2h40 dont 20 minutes d’entracte.

Notre avis (écrit en octobre 2010) : Voilà, Mamma Mia! a ouvert en grandes pompes à Mogador. La première du 28 octobre a remporté un franc succès et les ventes des billets semblent confirmer l’engouement d’un large public. Et pour qui veut passer une soirée sans se poser de questions, juste se laisser aller à une histoire simple et linéaire pimentée par des chansons mythiques il ne faut pas bouder son plaisir. En effet, tout est parfaitement réglé (le spectacle est plus que rôdé et il a fait ses preuves !), la troupe française s’en donne à cœur joie et l’énergie des artistes se communique aux spectateurs qui guettent le prochain tube (toujours prompt à arriver). Quant à la version française, elle n’entache pas le plaisir que l’on peut prendre au spectacle. L’action se situe toujours sur une île grecque et met en présence des personnes américaines (les prénoms de certains personnages ont été francisés, ce qui donne un décalage un peu bizarre…). De toute manière, on ne peut pas dire que les chansons originales atteignent des summums de poésie et de recherche stylistique… Donc en français ou en anglais : whatever. En revanche les mélodies, souvent plus complexes qu’il n’y parait, sont un plaisir à réécouter. Attention toutefois pour les personnes au cœur fragile : l’ouverture du spectacle, ainsi que de celle de la seconde partie, sont de nature à faire flancher les pacemakers les plus costauds. D’ailleurs la salle entière sursaute. Tout s’arrange, fort heureusement, très rapidement.
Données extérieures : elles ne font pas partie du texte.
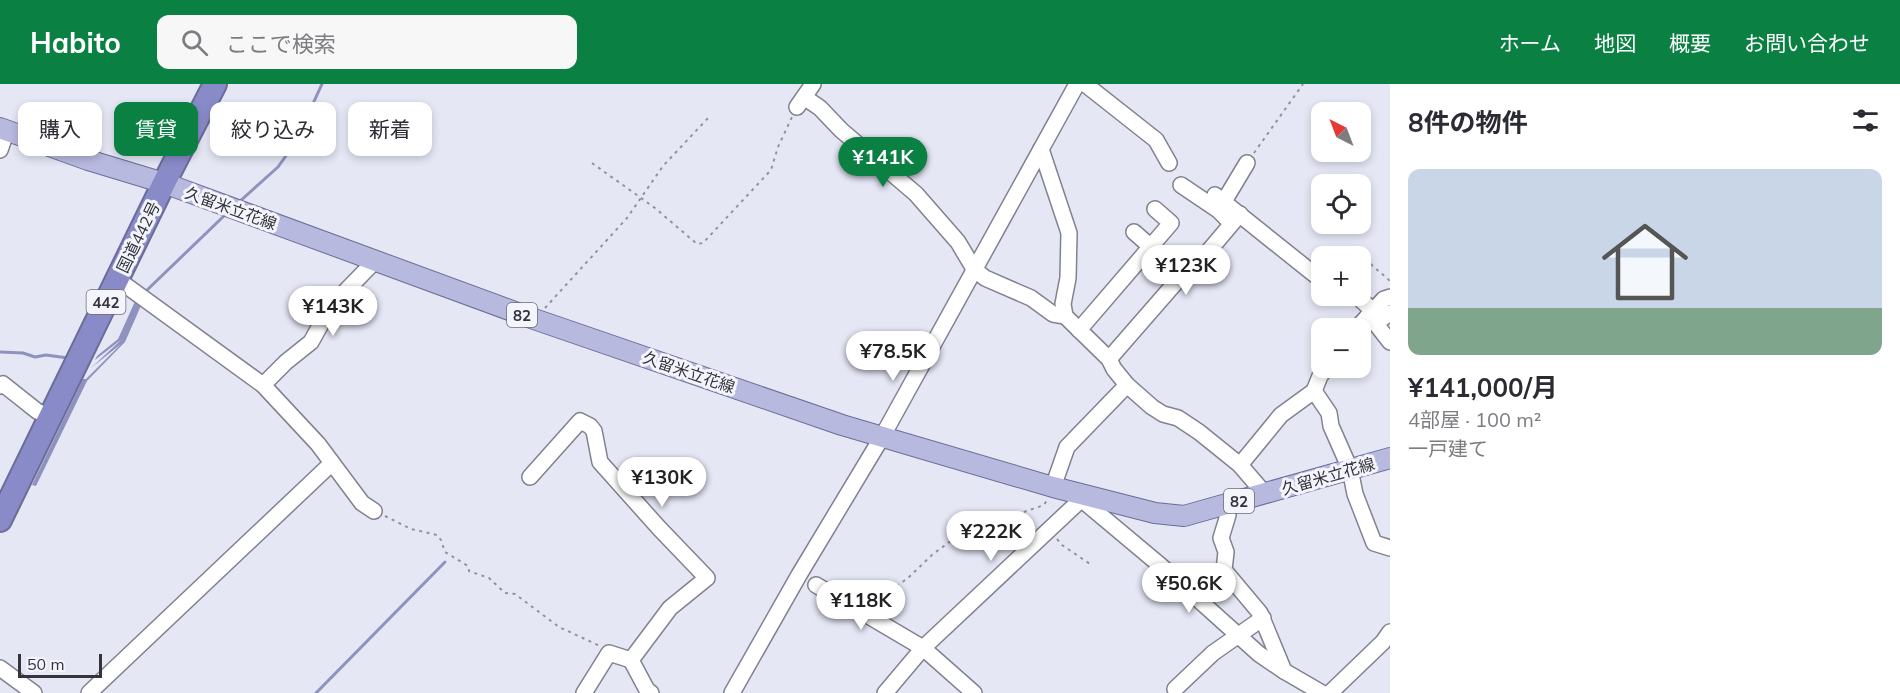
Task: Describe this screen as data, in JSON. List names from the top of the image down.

Quant aux interprètes chacun défend son rôle avec conviction. Là encore l’énergie l’emporte. Notons que le soir de la première Karen Gluck, dans le rôle de Rosie, s’est taillée la part du lion (if I may say so), faisant éclater une nature comique idéale. Sa consoeur Marion Posta, en cougar qui s’ignore, s’en sort fort bien également. Claire Guyot assume parfaitement le rôle de Donna, mère un rien dépassée par les événements, Gaëlle Gauthier est ravissante en jeune première séduite par Dan Menasche qui a de l’énergie à revendre. Le trio des pères fonctionne lui aussi sans problème, il est assez amusant de voir Jérôme Pradon dans un rôle léger, bien éloigné de ses dernières compositions. Car même si quelques notes d’émotion sont distillées ici ou là, elles s’éventent rapidement au son de la prochaine chanson.

En résumé un spectacle qui tient ses promesses par son professionnalisme et l’énergie qu’il distille. On sait pourquoi on vient le voir, limites incluses, on en ressort content, le pari est gagné.